WHAT YOU SHOULD DO ▸ Lines where the string "tools" appears are to be copied from the entries below.

[Extracted data entries]
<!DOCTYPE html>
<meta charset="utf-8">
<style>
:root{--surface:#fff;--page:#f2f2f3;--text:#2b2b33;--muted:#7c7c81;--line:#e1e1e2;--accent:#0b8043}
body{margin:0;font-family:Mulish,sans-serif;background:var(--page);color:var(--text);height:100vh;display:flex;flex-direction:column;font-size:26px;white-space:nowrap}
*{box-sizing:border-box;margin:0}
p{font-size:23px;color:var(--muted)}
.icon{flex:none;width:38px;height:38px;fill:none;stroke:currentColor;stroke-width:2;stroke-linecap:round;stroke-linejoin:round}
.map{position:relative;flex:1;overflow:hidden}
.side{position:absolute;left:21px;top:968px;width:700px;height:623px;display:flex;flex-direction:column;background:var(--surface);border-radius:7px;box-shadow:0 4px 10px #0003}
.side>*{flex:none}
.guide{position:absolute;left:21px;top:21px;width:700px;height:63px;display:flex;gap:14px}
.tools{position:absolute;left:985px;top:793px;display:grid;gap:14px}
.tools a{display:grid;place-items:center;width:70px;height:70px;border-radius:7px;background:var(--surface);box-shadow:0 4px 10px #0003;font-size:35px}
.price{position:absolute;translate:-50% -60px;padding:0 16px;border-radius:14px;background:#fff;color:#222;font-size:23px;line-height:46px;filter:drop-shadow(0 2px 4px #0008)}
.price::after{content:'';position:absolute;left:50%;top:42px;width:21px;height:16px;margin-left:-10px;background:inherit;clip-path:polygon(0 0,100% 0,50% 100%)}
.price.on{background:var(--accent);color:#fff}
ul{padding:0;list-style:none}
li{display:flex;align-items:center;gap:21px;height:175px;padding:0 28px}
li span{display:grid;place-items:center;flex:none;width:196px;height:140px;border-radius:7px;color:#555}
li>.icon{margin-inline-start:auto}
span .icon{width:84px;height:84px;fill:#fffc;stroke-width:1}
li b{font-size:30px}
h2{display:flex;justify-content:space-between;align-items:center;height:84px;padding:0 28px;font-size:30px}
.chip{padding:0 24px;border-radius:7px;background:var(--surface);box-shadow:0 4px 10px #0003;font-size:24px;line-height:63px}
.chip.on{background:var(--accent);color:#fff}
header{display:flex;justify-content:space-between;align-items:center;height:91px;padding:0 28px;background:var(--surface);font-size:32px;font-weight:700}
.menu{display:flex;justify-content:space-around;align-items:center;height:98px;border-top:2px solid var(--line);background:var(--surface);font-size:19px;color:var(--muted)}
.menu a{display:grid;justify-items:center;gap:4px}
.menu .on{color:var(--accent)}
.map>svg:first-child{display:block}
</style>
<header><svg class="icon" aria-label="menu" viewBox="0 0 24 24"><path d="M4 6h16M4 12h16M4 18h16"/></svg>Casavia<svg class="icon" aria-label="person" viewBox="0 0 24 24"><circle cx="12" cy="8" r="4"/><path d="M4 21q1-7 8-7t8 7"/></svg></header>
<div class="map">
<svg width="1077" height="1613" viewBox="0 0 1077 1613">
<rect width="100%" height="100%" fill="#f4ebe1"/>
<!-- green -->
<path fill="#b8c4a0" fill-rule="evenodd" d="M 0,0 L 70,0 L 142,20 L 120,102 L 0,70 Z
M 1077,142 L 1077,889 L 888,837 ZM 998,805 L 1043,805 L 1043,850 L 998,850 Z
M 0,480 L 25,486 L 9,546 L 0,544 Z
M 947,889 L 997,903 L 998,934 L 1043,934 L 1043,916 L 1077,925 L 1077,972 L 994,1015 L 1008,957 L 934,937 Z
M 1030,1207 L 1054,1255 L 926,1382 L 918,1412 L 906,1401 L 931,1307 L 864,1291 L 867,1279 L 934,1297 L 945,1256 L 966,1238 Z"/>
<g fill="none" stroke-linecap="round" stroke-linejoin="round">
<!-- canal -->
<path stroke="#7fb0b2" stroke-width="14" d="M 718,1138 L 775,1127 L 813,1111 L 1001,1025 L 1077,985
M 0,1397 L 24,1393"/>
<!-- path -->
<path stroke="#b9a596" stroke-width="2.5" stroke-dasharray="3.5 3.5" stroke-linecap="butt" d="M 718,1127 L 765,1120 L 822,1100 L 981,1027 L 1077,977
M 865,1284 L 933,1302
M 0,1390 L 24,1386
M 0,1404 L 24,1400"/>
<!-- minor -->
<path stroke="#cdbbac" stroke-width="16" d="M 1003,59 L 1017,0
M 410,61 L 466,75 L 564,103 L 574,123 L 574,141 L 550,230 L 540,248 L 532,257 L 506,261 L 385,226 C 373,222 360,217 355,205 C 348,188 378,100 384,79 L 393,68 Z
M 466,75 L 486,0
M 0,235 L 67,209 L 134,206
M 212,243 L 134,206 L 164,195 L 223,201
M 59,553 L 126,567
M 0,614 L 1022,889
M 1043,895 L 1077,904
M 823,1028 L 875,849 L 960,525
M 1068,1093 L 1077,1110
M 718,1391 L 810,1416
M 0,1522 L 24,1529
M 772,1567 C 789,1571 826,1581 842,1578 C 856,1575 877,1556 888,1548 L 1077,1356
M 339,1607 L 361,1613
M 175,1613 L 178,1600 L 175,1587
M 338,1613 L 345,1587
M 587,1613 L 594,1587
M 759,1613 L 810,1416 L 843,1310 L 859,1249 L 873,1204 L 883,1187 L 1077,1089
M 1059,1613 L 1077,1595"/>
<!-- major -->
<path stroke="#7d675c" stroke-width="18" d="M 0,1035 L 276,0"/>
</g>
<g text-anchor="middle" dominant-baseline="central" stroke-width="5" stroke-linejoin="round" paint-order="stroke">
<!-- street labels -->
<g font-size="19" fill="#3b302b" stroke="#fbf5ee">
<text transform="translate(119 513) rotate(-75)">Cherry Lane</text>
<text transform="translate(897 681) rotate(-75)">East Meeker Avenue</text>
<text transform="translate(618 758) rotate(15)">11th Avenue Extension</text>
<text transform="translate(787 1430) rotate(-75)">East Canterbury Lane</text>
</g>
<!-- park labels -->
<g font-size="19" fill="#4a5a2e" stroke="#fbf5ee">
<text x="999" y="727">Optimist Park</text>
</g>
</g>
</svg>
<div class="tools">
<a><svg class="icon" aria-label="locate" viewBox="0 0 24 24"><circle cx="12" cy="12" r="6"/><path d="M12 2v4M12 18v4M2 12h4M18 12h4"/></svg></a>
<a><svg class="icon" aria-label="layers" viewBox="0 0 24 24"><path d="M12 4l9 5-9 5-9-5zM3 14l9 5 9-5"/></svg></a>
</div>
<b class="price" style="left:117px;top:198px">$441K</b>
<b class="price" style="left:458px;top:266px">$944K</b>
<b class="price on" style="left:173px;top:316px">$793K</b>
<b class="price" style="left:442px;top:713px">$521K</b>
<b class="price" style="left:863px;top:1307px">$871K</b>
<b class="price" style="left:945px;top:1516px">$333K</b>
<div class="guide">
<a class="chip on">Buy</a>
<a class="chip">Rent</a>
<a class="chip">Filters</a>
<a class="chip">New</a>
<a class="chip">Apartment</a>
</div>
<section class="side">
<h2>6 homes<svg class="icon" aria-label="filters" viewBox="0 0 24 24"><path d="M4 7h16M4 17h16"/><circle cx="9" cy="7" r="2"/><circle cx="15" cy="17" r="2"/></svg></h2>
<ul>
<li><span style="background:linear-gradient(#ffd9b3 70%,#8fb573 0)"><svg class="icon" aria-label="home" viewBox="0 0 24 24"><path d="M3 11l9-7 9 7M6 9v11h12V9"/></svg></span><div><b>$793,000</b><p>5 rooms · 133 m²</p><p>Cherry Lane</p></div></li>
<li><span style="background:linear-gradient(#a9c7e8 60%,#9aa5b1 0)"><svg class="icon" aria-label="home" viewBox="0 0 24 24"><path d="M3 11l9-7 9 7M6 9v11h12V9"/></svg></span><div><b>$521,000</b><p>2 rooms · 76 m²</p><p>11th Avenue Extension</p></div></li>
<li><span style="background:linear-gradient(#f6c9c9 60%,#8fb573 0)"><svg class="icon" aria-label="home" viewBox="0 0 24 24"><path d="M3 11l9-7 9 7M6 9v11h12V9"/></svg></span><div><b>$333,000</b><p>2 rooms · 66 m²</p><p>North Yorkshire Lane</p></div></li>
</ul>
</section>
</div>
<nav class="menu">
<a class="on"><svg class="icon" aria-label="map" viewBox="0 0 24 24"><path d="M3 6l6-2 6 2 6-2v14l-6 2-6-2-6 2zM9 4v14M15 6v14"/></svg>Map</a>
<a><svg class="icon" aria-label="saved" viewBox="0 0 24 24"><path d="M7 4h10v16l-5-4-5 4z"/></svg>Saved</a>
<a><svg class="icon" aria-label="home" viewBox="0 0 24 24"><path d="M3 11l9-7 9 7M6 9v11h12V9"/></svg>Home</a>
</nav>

TASK SOLUTION ▸
.tools{position:absolute;left:985px;top:793px;display:grid;gap:14px}
.tools a{display:grid;place-items:center;width:70px;height:70px;border-radius:7px;background:var(--surface);box-shadow:0 4px 10px #0003;font-size:35px}
<div class="tools">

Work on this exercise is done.